One qualm I have with this section pertains to a specific movement: the handstand pushup. Most notably, the freestanding handstand pushup. First off, the thing demonstrated is called a "headstand pushup" which isn't a huge complaint because laypeople call it a handstand pushup anyway, but I think the distinction is important. Second, most of the movements have some sort of progression via movements detailed earlier, but this thing doesn't. There's not a word on proper handstands and the only tip the book gives on achieving the freestanding HSPU is to do wall-supported HSPU with your back to the wall, which promotes flaring your elbows and arching your back, which is exactly what you don't want to do. Didn't like this part much. The rest of the section is pretty decent, though.

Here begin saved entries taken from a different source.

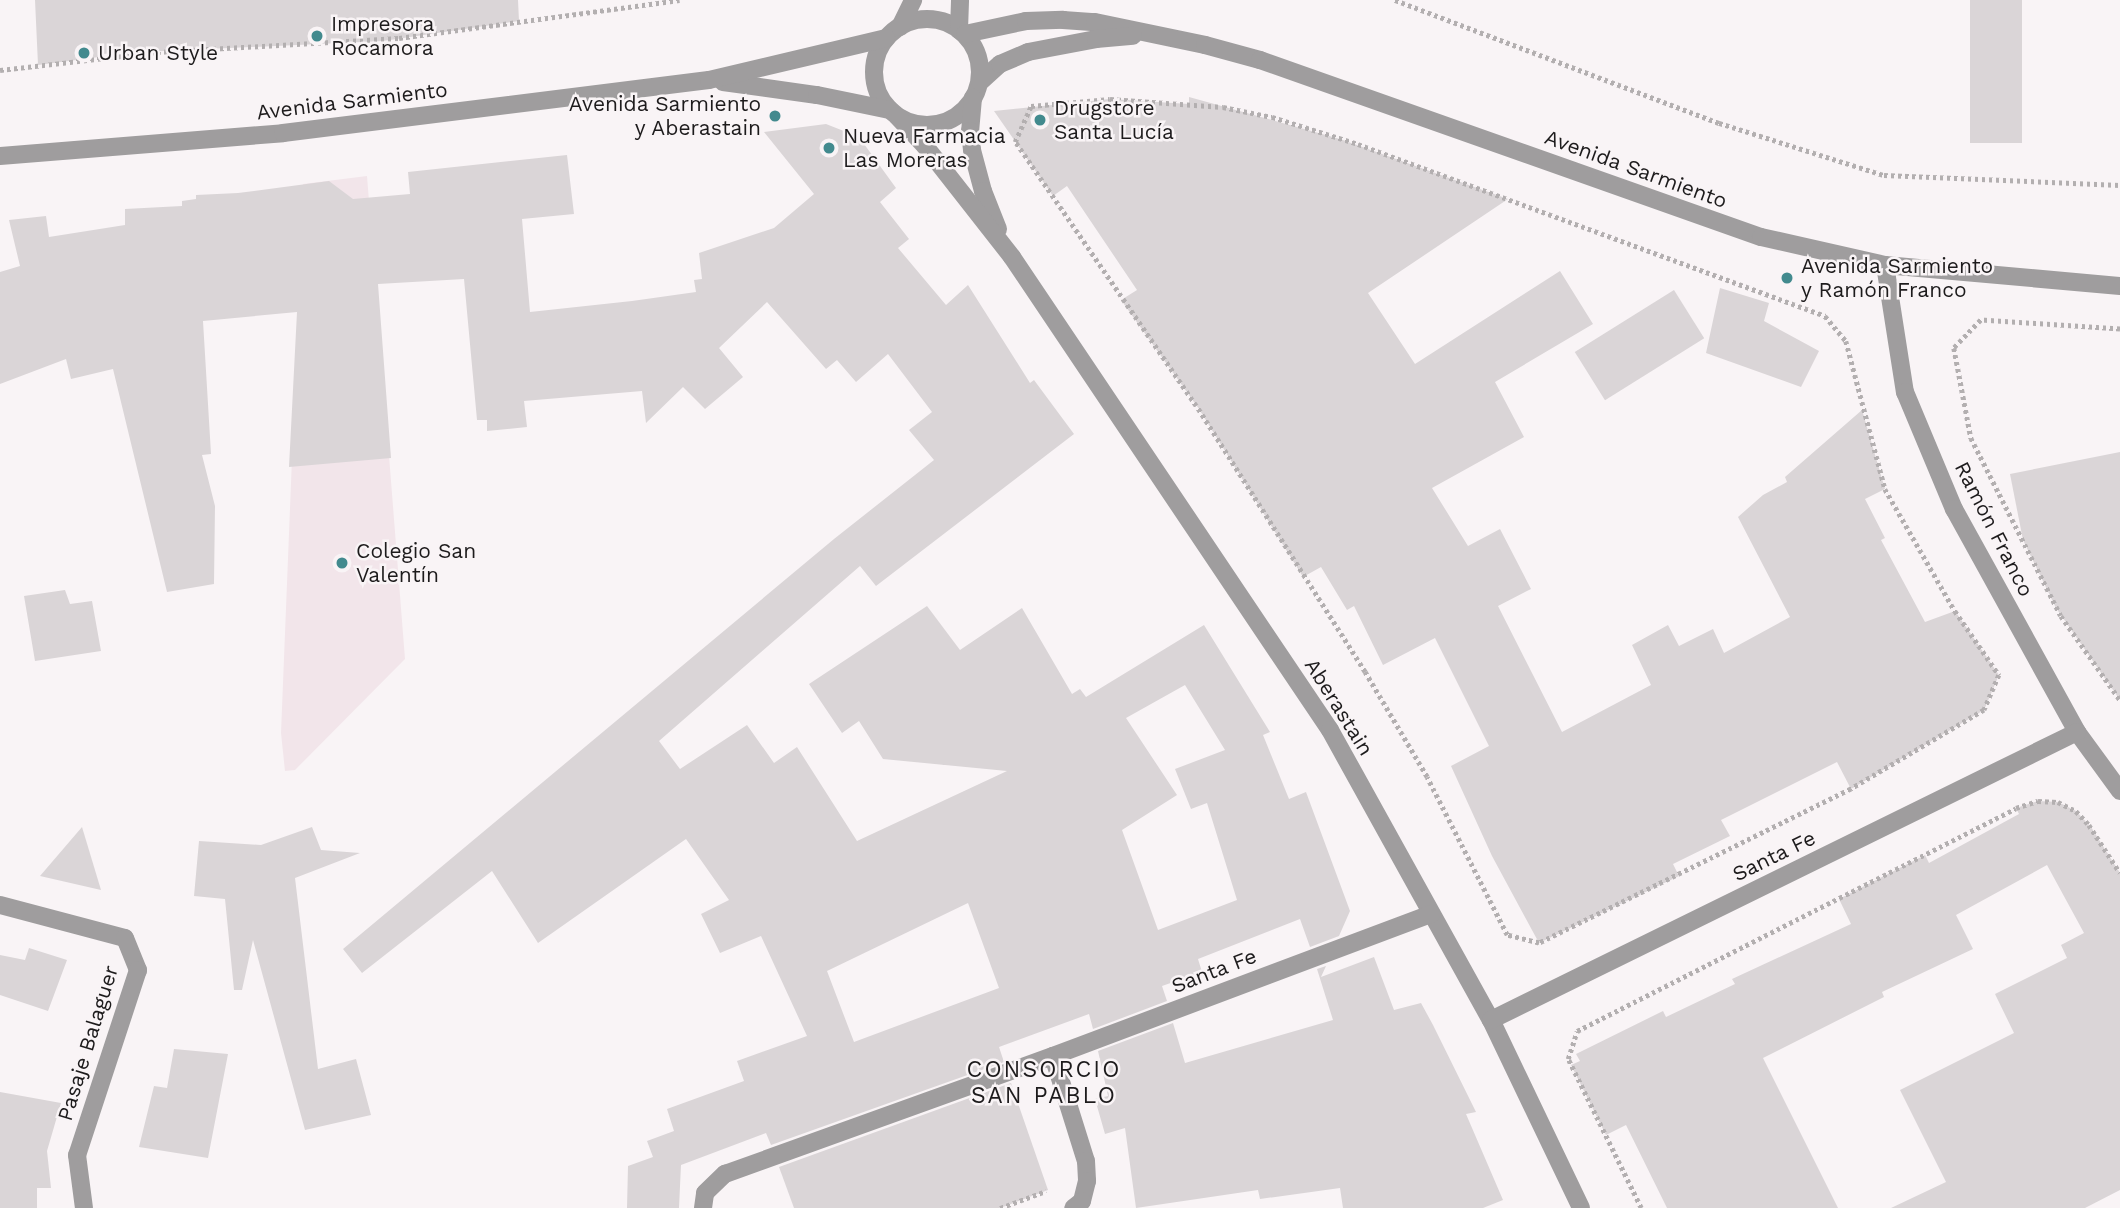 <!DOCTYPE html>
<meta charset="utf-8">
<style>
body{margin:0}
#map{position:relative;width:2120px;height:1208px;overflow:hidden;background:#f9f4f6;font-family:"Work Sans",sans-serif}
div>[style]{position:absolute}
.built>*{inset:0;background:#f2e5ea}
.building>*{inset:0;background:#dad5d7;transform-origin:0 0}
.path>*{height:4.5px;margin-top:-2.25px;transform-origin:0;background:repeating-linear-gradient(90deg,#b3afb0 0 3.5px,transparent 0 7px)}
.minor>*{height:18px;margin:-9px;padding:0 9px;transform-origin:9px;border-radius:9px;background:#9f9d9e}
.minor>.ring{margin:-9px;padding:0;box-sizing:content-box;background:none;border:18px solid #9f9d9e;border-radius:50%}
.dots>*{width:19px;height:19px;translate:-50% -50%;box-sizing:border-box;border:4px solid #f9f4f6;border-radius:50%}
span{translate:-50% -50%;white-space:nowrap;text-align:center;line-height:1.15;-webkit-text-stroke:5px #f9f4f6;paint-order:stroke}
.poi-label{font-size:21px;color:#1d1b1c}
.left{translate:0 -50%;text-align:left}
.right{translate:-100% -50%;text-align:right}
.street-label{font-size:21px;color:#1d1b1c}
.neighbourhood-label{font-size:23px;color:#1d1b1c;letter-spacing:2px}
</style>
<div id="map">
<div class="built">
<i style="clip-path:polygon(367px 176px,405px 659px,295px 770px,285px 771px,281px 733px,303px 184px)"></i>
</div>
<div class="building">
<i style="clip-path:polygon(35px 0,518px 0,519px 21px,383px 41px,99px 54px,99px 57px,38px 65px)"></i>
<i style="left:1970px;top:0;width:52px;height:143px"></i>
<i style="clip-path:polygon(1189px 97px,1340px 139px,1508px 199px,1368px 293px,1415px 364px,1560px 271px,1593px 324px,1495px 382px,1524px 437px,1432px 488px,1468px 546px,1500px 529px,1531px 589px,1498px 606px,1562px 732px,1651px 685px,1632px 645px,1668px 625px,1679px 646px,1713px 629px,1724px 653px,1790px 617px,1738px 517px,1763px 495px,1787px 482px,1785px 477px,1862px 410px,1885px 489px,1865px 499px,1885px 538px,1881px 540px,1925px 622px,1955px 611px,1999px 675px,1984px 710px,1851px 789px,1837px 762px,1721px 820px,1730px 836px,1673px 864px,1679px 876px,1539px 943px,1492px 856px,1451px 766px,1489px 746px,1435px 638px,1383px 665px,1354px 606px,1347px 610px,1321px 567px,1303px 577px,1199px 409px,1121px 300px,1137px 290px,1067px 186px,1053px 196px,994px 111px,1110px 99px,1189px 104px)"></i>
<i style="clip-path:polygon(evenodd,826px 124px,859px 137px,896px 188px,880px 202px,909px 239px,898px 248px,946px 305px,968px 285px,1030px 383px,1034px 380px,1074px 434px,876px 586px,860px 566px,659px 741px,680px 769px,747px 725px,774px 763px,797px 747px,857px 841px,1007px 771px,883px 759px,859px 721px,842px 733px,809px 684px,927px 606px,960px 650px,1022px 608px,1072px 694px,1080px 689px,1086px 697px,1204px 625px,1270px 732px,1263px 735px,1289px 799px,1306px 792px,1350px 911px,1339px 936px,1310px 947px,1300px 919px,1198px 959px,1202px 972px,1162px 986px,1167px 1001px,1093px 1029px,1089px 1014px,999px 1047px,1004px 1062px,771px 1145px,766px 1133px,681px 1165px,679px 1208px,627px 1208px,628px 1166px,653px 1157px,647px 1141px,674px 1131px,667px 1109px,744px 1081px,737px 1061px,807px 1036px,761px 936px,720px 953px,701px 914px,729px 900px,686px 839px,538px 943px,492px 871px,362px 973px,343px 949px,834px 539px,934px 460px,909px 430px,932px 412px,888px 354px,856px 382px,837px 360px,826px 369px,767px 302px,719px 348px,743px 377px,705px 409px,683px 387px,646px 423px,642px 391px,524px 401px,527px 427px,487px 431px,487px 420px,477px 420px,464px 279px,378px 284px,391px 458px,289px 467px,297px 312px,203px 321px,211px 454px,202px 455px,215px 506px,214px 584px,167px 592px,113px 369px,71px 379px,66px 359px,0 384px,0 272px,20px 266px,9px 220px,46px 216px,49px 237px,125px 225px,125px 209px,182px 206px,182px 201px,196px 199px,196px 195px,238px 193px,329px 181px,353px 199px,410px 194px,408px 172px,567px 155px,574px 214px,522px 219px,530px 312px,632px 301px,696px 292px,694px 280px,702px 279px,699px 253px,774px 228px,814px 194px,764px 132px,826px 124px,1185px 685px,1225px 750px,1175px 769px,1191px 809px,1207px 803px,1237px 900px,1158px 930px,1122px 830px,1177px 795px,1126px 718px,1185px 685px,826px 124px,968px 903px,999px 988px,854px 1042px,827px 971px,968px 903px)"></i>
<i style="clip-path:polygon(1720px 288px,1769px 303px,1764px 321px,1819px 351px,1801px 387px,1706px 353px)"></i>
<i style="left:1674px;top:290px;width:57px;height:117px;rotate:58deg"></i>
<i style="clip-path:polygon(2120px 452px,2120px 700px,2056px 608px,2023px 540px,2010px 474px)"></i>
<i style="clip-path:polygon(65px 590px,70px 604px,92px 601px,101px 651px,35px 661px,24px 596px)"></i>
<i style="clip-path:polygon(2038px 801px,2058px 802px,2076px 811px,2091px 827px,2120px 873px,2120px 1190px,2085px 1208px,1891px 1208px,1946px 1182px,1900px 1090px,2014px 1033px,1995px 994px,2067px 958px,2061px 945px,2084px 933px,2047px 865px,1956px 915px,1973px 949px,1882px 992px,1884px 997px,1763px 1058px,1838px 1208px,1667px 1208px,1626px 1125px,1606px 1135px,1571px 1065px,1580px 1061px,1576px 1054px,1663px 1011px,1666px 1017px,1735px 984px,1732px 979px,1851px 924px,1839px 899px,1925px 855px,1929px 863px,2019px 814px,2016px 808px)"></i>
<i style="clip-path:polygon(82px 827px,101px 890px,40px 876px)"></i>
<i style="clip-path:polygon(312px 827px,321px 850px,360px 853px,295px 878px,318px 1069px,356px 1059px,371px 1115px,305px 1130px,253px 940px,242px 990px,234px 990px,225px 899px,194px 896px,199px 841px,261px 845px)"></i>
<i style="clip-path:polygon(29px 948px,67px 960px,48px 1011px,0 995px,0 955px,25px 960px)"></i>
<i style="clip-path:polygon(1374px 957px,1394px 1010px,1421px 1003px,1433px 1025px,1476px 1112px,1466px 1114px,1503px 1200px,1483px 1208px,1343px 1208px,1340px 1188px,1260px 1199px,1258px 1190px,1136px 1208px,1125px 1128px,1105px 1134px,1095px 1099px,1108px 1096px,1098px 1051px,1173px 1023px,1185px 1063px,1333px 1020px,1317px 969px,1326px 966px,1321px 977px)"></i>
<i style="clip-path:polygon(174px 1049px,228px 1054px,208px 1158px,139px 1147px,154px 1086px,167px 1088px)"></i>
<i style="clip-path:polygon(1011px 1083px,1048px 1190px,1000px 1208px,794px 1208px,779px 1167px)"></i>
<i style="clip-path:polygon(0 1092px,61px 1103px,47px 1151px,51px 1188px,37px 1188px,37px 1208px,0 1208px)"></i>
</div>
<div class="path">
<i style="left:1395px;top:0;width:347px;rotate:20.8deg"></i>
<i style="left:1719px;top:123px;width:173px;rotate:17.5deg"></i>
<i style="left:1884px;top:175px;width:236px;rotate:2.4deg"></i>
<i style="left:0;top:70px;width:158px;rotate:-6.5deg"></i>
<i style="left:157px;top:52px;width:242px;rotate:-3.3deg"></i>
<i style="left:399px;top:38px;width:283px;rotate:-7.7deg"></i>
<i style="left:1110px;top:99px;width:113px;rotate:4deg"></i>
<i style="left:1223px;top:107px;width:50px;rotate:11.5deg"></i>
<i style="left:1272px;top:117px;width:90px;rotate:17.4deg"></i>
<i style="left:1358px;top:144px;width:498px;rotate:20.2deg"></i>
<i style="left:1825px;top:316px;width:33px;rotate:50deg"></i>
<i style="left:1846px;top:341px;width:153px;rotate:75.2deg"></i>
<i style="left:1885px;top:489px;width:141px;rotate:60.2deg"></i>
<i style="left:1955px;top:611px;width:78px;rotate:55.5deg"></i>
<i style="left:1999px;top:675px;width:38px;rotate:113deg"></i>
<i style="left:1984px;top:710px;width:155px;rotate:149.3deg"></i>
<i style="left:1851px;top:789px;width:348px;rotate:153.7deg"></i>
<i style="left:1539px;top:943px;width:33px;rotate:-166deg"></i>
<i style="left:1507px;top:935px;width:177px;rotate:-116.9deg"></i>
<i style="left:1427px;top:777px;width:122px;rotate:-120.6deg"></i>
<i style="left:1365px;top:672px;width:315px;rotate:-122.4deg"></i>
<i style="left:1196px;top:406px;width:320px;rotate:-124.4deg"></i>
<i style="left:1015px;top:142px;width:39px;rotate:-66deg"></i>
<i style="left:1031px;top:106px;width:79px;rotate:-5.1deg"></i>
<i style="left:2120px;top:329px;width:139px;rotate:-176.3deg"></i>
<i style="left:1981px;top:320px;width:39px;rotate:134deg"></i>
<i style="left:1954px;top:348px;width:92px;rotate:79.3deg"></i>
<i style="left:1971px;top:438px;width:199px;rotate:63.2deg"></i>
<i style="left:2061px;top:616px;width:103px;rotate:54.9deg"></i>
<i style="left:1000px;top:1208px;width:49px;rotate:-20.3deg"></i>
<i style="left:1641px;top:1208px;width:166px;rotate:-116.1deg"></i>
<i style="left:1568px;top:1059px;width:29px;rotate:-72deg"></i>
<i style="left:1577px;top:1031px;width:492px;rotate:-26.9deg"></i>
<i style="left:2016px;top:808px;width:23px;rotate:-18deg"></i>
<i style="left:2038px;top:801px;width:20px;rotate:3deg"></i>
<i style="left:2058px;top:802px;width:20px;rotate:27deg"></i>
<i style="left:2076px;top:811px;width:19px;rotate:47deg"></i>
<i style="left:2089px;top:825px;width:57px;rotate:57.1deg"></i>
</div>
<div class="minor">
<i class="ring" style="left:874px;top:19px;width:88px;height:88px"></i>
<i style="left:900px;top:27px;width:30px;rotate:-64deg"></i>
<i style="left:959px;top:30px;width:30px;rotate:-88deg"></i>
<i style="left:965px;top:34px;width:62px;rotate:-12deg"></i>
<i style="left:1026px;top:21px;width:37px;rotate:-2deg"></i>
<i style="left:1063px;top:20px;width:32px;rotate:4deg"></i>
<i style="left:1095px;top:22px;width:112px;rotate:11.8deg"></i>
<i style="left:1205px;top:45px;width:57px;rotate:15.3deg"></i>
<i style="left:1260px;top:60px;width:531px;rotate:19.46deg"></i>
<i style="left:1761px;top:237px;width:127px;rotate:12.7deg"></i>
<i style="left:1885px;top:265px;width:236px;rotate:5.1deg"></i>
<i style="left:723px;top:82px;width:95px;rotate:7.9deg"></i>
<i style="left:817px;top:95px;width:75px;rotate:11.6deg"></i>
<i style="left:980px;top:82px;width:27px;rotate:-42deg"></i>
<i style="left:1000px;top:64px;width:30px;rotate:-23deg"></i>
<i style="left:1028px;top:52px;width:69px;rotate:-10.8deg"></i>
<i style="left:1096px;top:39px;width:37px;rotate:-5deg"></i>
<i style="left:973px;top:98px;width:33px;rotate:95deg"></i>
<i style="left:970px;top:131px;width:19px;rotate:84deg"></i>
<i style="left:972px;top:150px;width:42px;rotate:75deg"></i>
<i style="left:983px;top:191px;width:41px;rotate:68.5deg"></i>
<i style="left:897px;top:116px;width:41px;rotate:47deg"></i>
<i style="left:925px;top:146px;width:141px;rotate:51.9deg"></i>
<i style="left:1012px;top:257px;width:570px;rotate:56.09deg"></i>
<i style="left:1330px;top:730px;width:332px;rotate:61deg"></i>
<i style="left:1491px;top:1020px;width:208px;rotate:64.4deg"></i>
<i style="left:0;top:156px;width:284px;rotate:-4.6deg"></i>
<i style="left:283px;top:133px;width:429px;rotate:-7.1deg"></i>
<i style="left:709px;top:80px;width:182px;rotate:-13.3deg"></i>
<i style="left:1885px;top:265px;width:129px;rotate:81.1deg"></i>
<i style="left:1905px;top:392px;width:127px;rotate:67.3deg"></i>
<i style="left:1954px;top:509px;width:255px;rotate:61.1deg"></i>
<i style="left:2077px;top:732px;width:73px;rotate:53.9deg"></i>
<i style="left:0;top:905px;width:129px;rotate:14.8deg"></i>
<i style="left:125px;top:938px;width:35px;rotate:68deg"></i>
<i style="left:138px;top:970px;width:195px;rotate:108.2deg"></i>
<i style="left:77px;top:1155px;width:53px;rotate:82.5deg"></i>
<i style="left:1491px;top:1020px;width:653px;rotate:-26.17deg"></i>
<i style="left:1053px;top:1056px;width:110px;rotate:72.6deg"></i>
<i style="left:1086px;top:1161px;width:20px;rotate:87deg"></i>
<i style="left:1087px;top:1181px;width:21px;rotate:104deg"></i>
<i style="left:1082px;top:1201px;width:11px;rotate:142deg"></i>
<i style="left:703px;top:1208px;width:15px;rotate:-82deg"></i>
<i style="left:705px;top:1193px;width:28px;rotate:-44deg"></i>
<i style="left:725px;top:1174px;width:349px;rotate:-19.8deg"></i>
<i style="left:1053px;top:1056px;width:404px;rotate:-20.6deg"></i>
</div>
<div class="dots">
<i style="left:317px;top:36px;background:#428a8e"></i>
<i style="left:84px;top:53px;background:#428a8e"></i>
<i style="left:775px;top:116px;background:#428a8e"></i>
<i style="left:1040px;top:120px;background:#428a8e"></i>
<i style="left:829px;top:148px;background:#428a8e"></i>
<i style="left:1787px;top:278px;background:#428a8e"></i>
<i style="left:342px;top:563px;background:#428a8e"></i>
</div>
<div class="poi-label">
<span class="left" style="left:331px;top:36px">Impresora<br>Rocamora</span>
<span class="left" style="left:98px;top:53px">Urban Style</span>
<span class="right" style="left:761px;top:116px">Avenida Sarmiento<br>y Aberastain</span>
<span class="left" style="left:1054px;top:120px">Drugstore<br>Santa Lucía</span>
<span class="left" style="left:843px;top:148px">Nueva Farmacia<br>Las Moreras</span>
<span class="left" style="left:1801px;top:278px">Avenida Sarmiento<br>y Ramón Franco</span>
<span class="left" style="left:356px;top:563px">Colegio San<br>Valentín</span>
</div>
<div class="street-label">
<span style="left:352px;top:101px;rotate:-7deg">Avenida Sarmiento</span>
<span style="left:1636px;top:169px;rotate:20deg">Avenida Sarmiento</span>
<span style="left:1994px;top:529px;rotate:63deg">Ramón Franco</span>
<span style="left:1339px;top:707px;rotate:58deg">Aberastain</span>
<span style="left:1774px;top:856px;rotate:-26deg">Santa Fe</span>
<span style="left:1214px;top:971px;rotate:-21deg">Santa Fe</span>
<span style="left:88px;top:1043px;rotate:-73deg">Pasaje Balaguer</span>
</div>
<div class="neighbourhood-label">
<span style="left:1044px;top:1083px">CONSORCIO<br>SAN PABLO</span>
</div>
</div>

Only thing I'm not so sure about it shoving the knees out when squatting. It does help me personally because I tend to let my knees cave inwards during a squat, but it looks like the extreme amount of knees-out demonstrated in the book will just hurt your knees, so I don't know what to think about that yet.
It finishes up with the mobility elements. This is about half the book and it's basically a bunch of stretches and ways to foam roll various parts of the body, mostly using a couple of lacrosse balls, but most hard round objects work: I did most of the work using a tennis ball instead of a lacrosse ball and old inner tubing for a bike as resistance band. It's all very decent and yields results quickly, but I have yet to see permanent change that lasted more than a couple of hours. This was also my experience with the stuff I picked up from the mobilityWOD website. When I was having elbow issues ("hot elbow" as mr Starrett calls it) I tried out "elbow voodoo" (just look it up on YouTube) and all my pain went away... for a couple of hours, that is.
It may just take some more time, and I do feel that digging into my posterior shoulder with a tennis ball really helps improve pain, but overall I think the whole magic bullet-image that BASL's mobility elements have is way overblown. Yes, they work for a bit, but after the first couple hours it's back to regular, or at least it feels that way.
Also, I think they understated the rule "if it feels sketchy, it is probably sketchy and you shouldn't do it". The mobility techniques can be somewhat painful at times, and while working on my general knee area, I started getting a weird sensation at the shin while moving my foot around, and after that a weird sensation around the patellar tendon. Instead of backing off, I explored those sensations and ended up with a painful knee, as if the meniscus was displaced for a bit. My knee is okay now, but since then I'm a bit more careful with mobilizing things. It's something I should've kept in mind from the get-go, though.
All in all, I already said it in the beginning: it's decent, but it's not the book written by god because Jesus had low back-pain from not producing enough torque at the hips.
TL;DR: Here's the short version:
* If you live in Europe, it's probably cheaper to order from Amazon.com rather than Amazon.de or Amazon.co.uk. This is weird.
* Easy reading, but there is a lot of info.
* If you don't read the book as a whole, it's kind of disorganized.
* I still don't know what a proper ribcage position looks like and the rule further in the book doesn't help much either, despite this being one of the very first things you're supposed to learn.
* The ideal posture described in the book feels pretty good, but I'm not sure it's as paramount during daily life as the book says.
* The use of the word "torque" is annoying, as is saying "mobilize" rather than "stretch and foam roll" as if it's an entirely different thing.
* Actually doing what the book says about the laws of torque is very effective, though.
* Handstand pushup section sucks, but the rest of the movements are described effectively.
* It looks like the mobility elements are more temporary fixes rather than permanent fixes
* Don't go too hard on the mobility stuff
TAKE HOME MESSAGE: It's decent, but it's not the be-all-end-all like everyone would have you believe.